Entries supplied »
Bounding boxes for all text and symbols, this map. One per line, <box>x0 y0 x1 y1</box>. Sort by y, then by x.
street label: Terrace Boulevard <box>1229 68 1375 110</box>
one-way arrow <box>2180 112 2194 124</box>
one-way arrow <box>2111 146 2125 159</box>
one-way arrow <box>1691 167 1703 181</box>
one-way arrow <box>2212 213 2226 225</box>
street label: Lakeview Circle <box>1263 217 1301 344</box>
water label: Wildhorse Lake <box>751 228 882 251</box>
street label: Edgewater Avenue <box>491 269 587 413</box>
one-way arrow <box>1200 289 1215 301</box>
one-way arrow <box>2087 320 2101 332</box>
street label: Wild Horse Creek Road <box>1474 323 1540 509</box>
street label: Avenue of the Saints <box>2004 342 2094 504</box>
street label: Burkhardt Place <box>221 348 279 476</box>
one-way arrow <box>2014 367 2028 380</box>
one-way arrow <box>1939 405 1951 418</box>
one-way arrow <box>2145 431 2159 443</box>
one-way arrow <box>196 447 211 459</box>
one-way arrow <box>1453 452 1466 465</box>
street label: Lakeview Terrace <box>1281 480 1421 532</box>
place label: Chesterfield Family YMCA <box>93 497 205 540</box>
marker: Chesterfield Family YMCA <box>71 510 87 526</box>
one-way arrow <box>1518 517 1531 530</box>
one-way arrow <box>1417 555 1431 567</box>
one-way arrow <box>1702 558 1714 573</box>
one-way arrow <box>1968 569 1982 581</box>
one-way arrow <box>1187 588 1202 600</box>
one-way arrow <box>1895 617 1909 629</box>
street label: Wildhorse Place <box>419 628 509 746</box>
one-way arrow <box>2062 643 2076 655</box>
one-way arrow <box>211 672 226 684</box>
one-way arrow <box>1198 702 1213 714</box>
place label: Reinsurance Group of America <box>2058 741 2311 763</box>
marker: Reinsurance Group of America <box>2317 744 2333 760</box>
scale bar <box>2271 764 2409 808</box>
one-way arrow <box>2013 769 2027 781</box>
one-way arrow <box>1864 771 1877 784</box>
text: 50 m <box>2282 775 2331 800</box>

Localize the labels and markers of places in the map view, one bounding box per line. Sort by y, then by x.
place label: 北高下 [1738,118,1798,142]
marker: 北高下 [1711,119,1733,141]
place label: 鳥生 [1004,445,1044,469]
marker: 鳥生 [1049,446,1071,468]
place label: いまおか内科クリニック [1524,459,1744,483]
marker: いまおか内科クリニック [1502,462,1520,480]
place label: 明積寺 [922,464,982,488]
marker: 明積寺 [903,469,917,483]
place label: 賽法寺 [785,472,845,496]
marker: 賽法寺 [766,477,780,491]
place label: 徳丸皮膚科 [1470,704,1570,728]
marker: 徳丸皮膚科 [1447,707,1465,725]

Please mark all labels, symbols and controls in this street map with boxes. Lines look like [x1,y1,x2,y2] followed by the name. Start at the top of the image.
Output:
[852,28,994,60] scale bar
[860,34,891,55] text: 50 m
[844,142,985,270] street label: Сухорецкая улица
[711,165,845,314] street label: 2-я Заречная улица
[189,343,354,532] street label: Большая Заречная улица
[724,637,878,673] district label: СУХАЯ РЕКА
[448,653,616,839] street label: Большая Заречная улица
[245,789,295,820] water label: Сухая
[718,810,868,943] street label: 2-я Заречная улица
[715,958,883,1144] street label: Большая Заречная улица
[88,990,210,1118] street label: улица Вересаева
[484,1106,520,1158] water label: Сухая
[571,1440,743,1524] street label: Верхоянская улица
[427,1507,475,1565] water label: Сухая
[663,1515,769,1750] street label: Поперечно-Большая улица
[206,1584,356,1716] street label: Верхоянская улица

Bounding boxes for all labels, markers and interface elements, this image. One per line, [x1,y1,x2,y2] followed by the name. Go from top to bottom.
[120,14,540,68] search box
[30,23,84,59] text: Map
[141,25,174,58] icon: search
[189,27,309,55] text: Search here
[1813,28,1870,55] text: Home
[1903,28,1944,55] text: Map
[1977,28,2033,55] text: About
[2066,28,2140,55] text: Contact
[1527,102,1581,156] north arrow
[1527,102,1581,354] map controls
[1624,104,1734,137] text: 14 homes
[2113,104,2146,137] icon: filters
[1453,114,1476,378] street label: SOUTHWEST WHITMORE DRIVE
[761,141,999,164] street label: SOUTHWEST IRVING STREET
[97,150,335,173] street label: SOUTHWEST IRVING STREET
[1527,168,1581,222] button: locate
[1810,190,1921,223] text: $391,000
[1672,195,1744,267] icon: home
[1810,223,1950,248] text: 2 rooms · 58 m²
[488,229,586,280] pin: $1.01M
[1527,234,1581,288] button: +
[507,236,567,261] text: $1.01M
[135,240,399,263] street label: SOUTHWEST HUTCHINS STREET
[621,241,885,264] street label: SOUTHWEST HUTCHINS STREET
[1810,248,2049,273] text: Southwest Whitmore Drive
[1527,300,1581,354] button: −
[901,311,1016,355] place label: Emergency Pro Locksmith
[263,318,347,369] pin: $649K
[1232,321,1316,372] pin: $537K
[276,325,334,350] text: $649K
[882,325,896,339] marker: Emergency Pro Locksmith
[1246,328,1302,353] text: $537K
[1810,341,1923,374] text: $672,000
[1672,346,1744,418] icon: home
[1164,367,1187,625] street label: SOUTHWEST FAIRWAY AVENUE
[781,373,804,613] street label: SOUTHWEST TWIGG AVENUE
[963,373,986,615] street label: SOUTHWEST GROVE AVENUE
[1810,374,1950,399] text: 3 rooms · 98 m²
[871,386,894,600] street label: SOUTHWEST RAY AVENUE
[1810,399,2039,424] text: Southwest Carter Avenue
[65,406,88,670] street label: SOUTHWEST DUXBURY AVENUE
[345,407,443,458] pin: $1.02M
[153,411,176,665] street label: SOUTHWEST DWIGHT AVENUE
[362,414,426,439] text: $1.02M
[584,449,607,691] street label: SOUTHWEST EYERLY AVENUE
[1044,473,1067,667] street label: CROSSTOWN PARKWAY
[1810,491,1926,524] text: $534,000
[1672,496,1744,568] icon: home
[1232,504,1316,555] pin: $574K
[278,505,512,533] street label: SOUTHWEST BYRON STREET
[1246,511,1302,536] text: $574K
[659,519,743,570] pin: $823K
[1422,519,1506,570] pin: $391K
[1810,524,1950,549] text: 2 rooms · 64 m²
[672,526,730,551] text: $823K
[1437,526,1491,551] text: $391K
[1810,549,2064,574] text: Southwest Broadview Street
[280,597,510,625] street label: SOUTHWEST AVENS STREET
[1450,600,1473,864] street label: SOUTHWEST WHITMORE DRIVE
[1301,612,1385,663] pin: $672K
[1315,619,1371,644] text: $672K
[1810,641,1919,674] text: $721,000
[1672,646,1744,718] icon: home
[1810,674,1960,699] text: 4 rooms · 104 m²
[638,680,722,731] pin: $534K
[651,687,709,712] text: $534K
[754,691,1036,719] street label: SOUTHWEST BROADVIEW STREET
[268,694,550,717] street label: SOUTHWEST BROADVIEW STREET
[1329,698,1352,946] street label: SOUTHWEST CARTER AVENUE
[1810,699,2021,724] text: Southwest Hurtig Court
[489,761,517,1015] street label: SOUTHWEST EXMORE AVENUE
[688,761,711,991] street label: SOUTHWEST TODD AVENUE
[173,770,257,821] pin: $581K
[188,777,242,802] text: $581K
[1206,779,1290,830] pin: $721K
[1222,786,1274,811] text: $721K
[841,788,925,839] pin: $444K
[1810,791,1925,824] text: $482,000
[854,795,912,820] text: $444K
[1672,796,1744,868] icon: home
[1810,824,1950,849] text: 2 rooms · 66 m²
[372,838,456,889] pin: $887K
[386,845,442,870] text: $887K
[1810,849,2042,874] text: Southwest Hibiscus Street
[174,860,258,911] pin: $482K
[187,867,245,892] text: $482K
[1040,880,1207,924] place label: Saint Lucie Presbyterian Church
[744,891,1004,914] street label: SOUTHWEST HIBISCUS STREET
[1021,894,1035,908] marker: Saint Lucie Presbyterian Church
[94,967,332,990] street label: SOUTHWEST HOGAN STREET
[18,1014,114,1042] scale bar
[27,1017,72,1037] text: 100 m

Task statement » Looking at the entries above, can you reproduce exactly the lines from the one that holds "Localize the labels" through the one that holds "Please mark all", and only those?

Result »
Localize the labels and markers of places in the map view, one bounding box per line. Sort by y, then by x.
place label: 北高下 [1738,118,1798,142]
marker: 北高下 [1711,119,1733,141]
place label: 鳥生 [1004,445,1044,469]
marker: 鳥生 [1049,446,1071,468]
place label: いまおか内科クリニック [1524,459,1744,483]
marker: いまおか内科クリニック [1502,462,1520,480]
place label: 明積寺 [922,464,982,488]
marker: 明積寺 [903,469,917,483]
place label: 賽法寺 [785,472,845,496]
marker: 賽法寺 [766,477,780,491]
place label: 徳丸皮膚科 [1470,704,1570,728]
marker: 徳丸皮膚科 [1447,707,1465,725]

Please mark all labels, symbols and controls in this street map with boxes. Lines look like [x1,y1,x2,y2] followed by the name. Start at the top of the image.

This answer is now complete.